**Work instruction**. What is needed here is an exact repetition of the records below, beginning at the line that has "I am building a map index. Summarize" and stopping after the line that has "Parse the picture: labels, road".

★ ★ ★ ★ ★

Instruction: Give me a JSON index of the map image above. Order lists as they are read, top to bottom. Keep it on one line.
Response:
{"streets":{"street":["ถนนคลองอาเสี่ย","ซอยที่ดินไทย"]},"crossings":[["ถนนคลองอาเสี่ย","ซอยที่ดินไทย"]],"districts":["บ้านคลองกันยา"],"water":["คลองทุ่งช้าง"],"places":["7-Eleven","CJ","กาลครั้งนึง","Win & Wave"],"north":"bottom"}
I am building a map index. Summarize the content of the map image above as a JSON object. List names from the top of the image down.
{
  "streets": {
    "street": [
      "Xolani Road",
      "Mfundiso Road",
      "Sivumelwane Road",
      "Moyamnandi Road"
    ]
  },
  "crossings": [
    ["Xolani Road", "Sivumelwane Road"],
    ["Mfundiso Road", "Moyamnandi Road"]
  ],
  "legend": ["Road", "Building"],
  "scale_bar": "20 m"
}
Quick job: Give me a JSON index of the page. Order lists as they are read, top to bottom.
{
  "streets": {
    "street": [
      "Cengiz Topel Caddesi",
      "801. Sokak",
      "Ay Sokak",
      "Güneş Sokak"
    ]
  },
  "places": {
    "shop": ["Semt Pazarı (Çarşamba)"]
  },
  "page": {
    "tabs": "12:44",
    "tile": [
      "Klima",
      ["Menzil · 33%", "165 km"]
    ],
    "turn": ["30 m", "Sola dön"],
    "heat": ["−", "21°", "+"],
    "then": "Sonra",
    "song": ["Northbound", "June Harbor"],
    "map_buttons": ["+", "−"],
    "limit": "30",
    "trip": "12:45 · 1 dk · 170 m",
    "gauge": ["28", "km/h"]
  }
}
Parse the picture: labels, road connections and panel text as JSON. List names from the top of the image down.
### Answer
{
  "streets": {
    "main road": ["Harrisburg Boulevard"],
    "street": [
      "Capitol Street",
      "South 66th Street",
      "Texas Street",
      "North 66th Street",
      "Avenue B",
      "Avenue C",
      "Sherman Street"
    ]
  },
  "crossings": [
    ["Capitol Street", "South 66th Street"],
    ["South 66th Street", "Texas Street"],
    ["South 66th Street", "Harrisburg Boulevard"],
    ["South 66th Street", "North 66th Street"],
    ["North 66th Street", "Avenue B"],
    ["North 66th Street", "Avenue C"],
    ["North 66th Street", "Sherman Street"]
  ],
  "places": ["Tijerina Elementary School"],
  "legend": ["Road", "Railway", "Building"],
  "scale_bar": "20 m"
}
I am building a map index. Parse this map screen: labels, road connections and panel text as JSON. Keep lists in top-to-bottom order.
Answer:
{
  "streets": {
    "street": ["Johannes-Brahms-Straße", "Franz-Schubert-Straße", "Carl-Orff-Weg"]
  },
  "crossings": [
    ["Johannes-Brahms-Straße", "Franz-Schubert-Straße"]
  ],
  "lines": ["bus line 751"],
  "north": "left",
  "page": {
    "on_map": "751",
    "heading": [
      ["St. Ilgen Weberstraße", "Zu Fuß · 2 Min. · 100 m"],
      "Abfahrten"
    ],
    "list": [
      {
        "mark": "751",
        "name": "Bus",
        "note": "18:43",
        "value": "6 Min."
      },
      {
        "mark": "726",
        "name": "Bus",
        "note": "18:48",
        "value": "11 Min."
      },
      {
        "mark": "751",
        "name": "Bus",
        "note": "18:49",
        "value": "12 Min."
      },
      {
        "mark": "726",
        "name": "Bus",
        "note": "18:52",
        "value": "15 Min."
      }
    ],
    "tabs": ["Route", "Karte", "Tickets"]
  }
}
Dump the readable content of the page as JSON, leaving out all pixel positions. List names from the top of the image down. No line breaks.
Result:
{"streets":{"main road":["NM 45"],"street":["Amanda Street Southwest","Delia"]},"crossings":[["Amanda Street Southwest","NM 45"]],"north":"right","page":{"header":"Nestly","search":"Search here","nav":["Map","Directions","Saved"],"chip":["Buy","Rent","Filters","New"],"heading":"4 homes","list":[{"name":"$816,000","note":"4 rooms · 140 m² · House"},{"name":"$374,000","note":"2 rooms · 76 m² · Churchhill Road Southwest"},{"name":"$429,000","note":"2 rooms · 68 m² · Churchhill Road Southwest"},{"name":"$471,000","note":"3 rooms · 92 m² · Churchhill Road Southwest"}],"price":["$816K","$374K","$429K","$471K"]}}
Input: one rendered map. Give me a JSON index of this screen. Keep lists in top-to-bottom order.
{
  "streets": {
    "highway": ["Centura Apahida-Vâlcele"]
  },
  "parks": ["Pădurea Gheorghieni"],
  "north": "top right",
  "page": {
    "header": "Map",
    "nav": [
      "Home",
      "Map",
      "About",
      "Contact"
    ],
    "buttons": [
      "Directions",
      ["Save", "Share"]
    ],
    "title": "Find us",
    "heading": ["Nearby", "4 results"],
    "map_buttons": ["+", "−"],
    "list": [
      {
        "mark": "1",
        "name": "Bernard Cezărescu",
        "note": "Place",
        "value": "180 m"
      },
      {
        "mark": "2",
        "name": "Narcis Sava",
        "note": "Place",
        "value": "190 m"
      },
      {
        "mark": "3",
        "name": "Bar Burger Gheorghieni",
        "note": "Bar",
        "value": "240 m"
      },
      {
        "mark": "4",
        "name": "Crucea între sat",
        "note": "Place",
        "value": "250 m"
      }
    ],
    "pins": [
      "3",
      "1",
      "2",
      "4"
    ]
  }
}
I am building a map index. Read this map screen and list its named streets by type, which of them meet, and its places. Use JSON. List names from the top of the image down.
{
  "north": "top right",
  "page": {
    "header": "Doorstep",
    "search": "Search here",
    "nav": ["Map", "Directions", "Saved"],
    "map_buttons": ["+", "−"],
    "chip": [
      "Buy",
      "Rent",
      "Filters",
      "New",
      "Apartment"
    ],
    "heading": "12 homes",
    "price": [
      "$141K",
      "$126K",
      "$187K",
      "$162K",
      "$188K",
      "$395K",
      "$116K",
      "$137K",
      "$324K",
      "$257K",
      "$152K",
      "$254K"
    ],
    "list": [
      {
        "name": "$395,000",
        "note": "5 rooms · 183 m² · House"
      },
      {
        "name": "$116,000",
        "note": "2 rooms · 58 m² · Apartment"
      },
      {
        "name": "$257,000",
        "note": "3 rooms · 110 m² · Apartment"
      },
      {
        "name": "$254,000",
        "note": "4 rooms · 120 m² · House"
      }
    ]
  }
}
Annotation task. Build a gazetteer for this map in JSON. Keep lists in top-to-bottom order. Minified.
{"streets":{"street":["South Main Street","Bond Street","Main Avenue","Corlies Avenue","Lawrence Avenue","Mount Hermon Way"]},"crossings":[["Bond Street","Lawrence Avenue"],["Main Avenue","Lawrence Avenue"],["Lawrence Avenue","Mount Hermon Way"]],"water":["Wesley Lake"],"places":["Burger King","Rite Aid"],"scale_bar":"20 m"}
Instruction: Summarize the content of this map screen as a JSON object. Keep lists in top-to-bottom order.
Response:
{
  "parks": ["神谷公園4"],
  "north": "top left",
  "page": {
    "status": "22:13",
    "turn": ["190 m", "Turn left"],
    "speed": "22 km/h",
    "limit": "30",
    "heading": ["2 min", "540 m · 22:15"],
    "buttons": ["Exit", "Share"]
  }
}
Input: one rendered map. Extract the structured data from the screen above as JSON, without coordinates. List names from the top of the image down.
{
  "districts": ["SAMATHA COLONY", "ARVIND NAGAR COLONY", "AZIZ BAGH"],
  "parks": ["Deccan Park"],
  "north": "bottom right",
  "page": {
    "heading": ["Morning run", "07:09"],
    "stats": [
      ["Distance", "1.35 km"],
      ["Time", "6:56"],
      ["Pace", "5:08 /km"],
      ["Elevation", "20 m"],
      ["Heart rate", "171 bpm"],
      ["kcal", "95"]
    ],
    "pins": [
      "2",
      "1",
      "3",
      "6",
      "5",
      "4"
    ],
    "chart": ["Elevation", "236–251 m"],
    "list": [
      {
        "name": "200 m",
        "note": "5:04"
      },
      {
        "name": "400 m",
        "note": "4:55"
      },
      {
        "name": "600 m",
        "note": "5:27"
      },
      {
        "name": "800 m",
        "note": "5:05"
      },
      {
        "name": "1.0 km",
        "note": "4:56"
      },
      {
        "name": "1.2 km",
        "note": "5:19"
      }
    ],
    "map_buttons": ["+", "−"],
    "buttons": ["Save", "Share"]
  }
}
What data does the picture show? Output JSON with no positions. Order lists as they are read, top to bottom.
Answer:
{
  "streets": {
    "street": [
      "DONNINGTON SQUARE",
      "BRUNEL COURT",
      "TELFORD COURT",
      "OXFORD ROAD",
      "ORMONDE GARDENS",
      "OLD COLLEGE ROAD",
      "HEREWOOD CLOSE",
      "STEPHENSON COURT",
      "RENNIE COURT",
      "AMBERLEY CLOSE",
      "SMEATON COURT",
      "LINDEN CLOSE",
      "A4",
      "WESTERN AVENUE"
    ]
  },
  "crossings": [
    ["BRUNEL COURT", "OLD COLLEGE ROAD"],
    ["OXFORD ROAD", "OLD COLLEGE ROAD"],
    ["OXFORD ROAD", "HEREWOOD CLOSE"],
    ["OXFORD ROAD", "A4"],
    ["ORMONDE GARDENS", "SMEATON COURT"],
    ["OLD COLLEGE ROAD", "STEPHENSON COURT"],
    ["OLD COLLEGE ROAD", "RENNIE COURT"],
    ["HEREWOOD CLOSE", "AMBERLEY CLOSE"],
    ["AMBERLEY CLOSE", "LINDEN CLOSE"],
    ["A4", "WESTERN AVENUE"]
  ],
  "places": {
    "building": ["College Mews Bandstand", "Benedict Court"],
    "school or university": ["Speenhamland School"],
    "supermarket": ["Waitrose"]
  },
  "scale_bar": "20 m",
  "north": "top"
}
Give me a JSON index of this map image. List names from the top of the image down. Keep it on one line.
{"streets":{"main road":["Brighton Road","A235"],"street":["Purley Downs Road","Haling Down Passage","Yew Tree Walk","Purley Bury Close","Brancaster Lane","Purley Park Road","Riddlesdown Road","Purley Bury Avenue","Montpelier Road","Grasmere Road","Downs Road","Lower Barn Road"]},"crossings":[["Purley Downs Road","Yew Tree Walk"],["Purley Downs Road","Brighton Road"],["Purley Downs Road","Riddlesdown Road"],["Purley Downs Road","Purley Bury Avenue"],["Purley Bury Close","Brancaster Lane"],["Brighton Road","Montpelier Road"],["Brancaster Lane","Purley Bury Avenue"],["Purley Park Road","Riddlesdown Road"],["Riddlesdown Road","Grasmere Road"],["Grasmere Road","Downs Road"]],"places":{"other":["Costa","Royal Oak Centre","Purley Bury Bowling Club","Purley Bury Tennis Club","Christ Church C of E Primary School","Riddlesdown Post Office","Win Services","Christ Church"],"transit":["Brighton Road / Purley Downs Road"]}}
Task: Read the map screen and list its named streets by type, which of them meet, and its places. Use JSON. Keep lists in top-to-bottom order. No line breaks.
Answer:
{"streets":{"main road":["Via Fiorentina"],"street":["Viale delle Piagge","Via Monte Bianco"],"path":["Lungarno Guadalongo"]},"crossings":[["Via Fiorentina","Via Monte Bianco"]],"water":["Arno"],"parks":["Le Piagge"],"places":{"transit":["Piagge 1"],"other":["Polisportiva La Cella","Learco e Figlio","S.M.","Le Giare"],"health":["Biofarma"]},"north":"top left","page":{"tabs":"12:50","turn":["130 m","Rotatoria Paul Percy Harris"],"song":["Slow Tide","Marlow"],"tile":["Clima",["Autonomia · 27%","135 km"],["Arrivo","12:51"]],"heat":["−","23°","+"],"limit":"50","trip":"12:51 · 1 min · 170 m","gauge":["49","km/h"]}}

★ ★ ★ ★ ★

**Task response**.
I am building a map index. Summarize the content of the map image above as a JSON object. List names from the top of the image down.
{
  "streets": {
    "street": [
      "Xolani Road",
      "Mfundiso Road",
      "Sivumelwane Road",
      "Moyamnandi Road"
    ]
  },
  "crossings": [
    ["Xolani Road", "Sivumelwane Road"],
    ["Mfundiso Road", "Moyamnandi Road"]
  ],
  "legend": ["Road", "Building"],
  "scale_bar": "20 m"
}
Quick job: Give me a JSON index of the page. Order lists as they are read, top to bottom.
{
  "streets": {
    "street": [
      "Cengiz Topel Caddesi",
      "801. Sokak",
      "Ay Sokak",
      "Güneş Sokak"
    ]
  },
  "places": {
    "shop": ["Semt Pazarı (Çarşamba)"]
  },
  "page": {
    "tabs": "12:44",
    "tile": [
      "Klima",
      ["Menzil · 33%", "165 km"]
    ],
    "turn": ["30 m", "Sola dön"],
    "heat": ["−", "21°", "+"],
    "then": "Sonra",
    "song": ["Northbound", "June Harbor"],
    "map_buttons": ["+", "−"],
    "limit": "30",
    "trip": "12:45 · 1 dk · 170 m",
    "gauge": ["28", "km/h"]
  }
}
Parse the picture: labels, road connections and panel text as JSON. List names from the top of the image down.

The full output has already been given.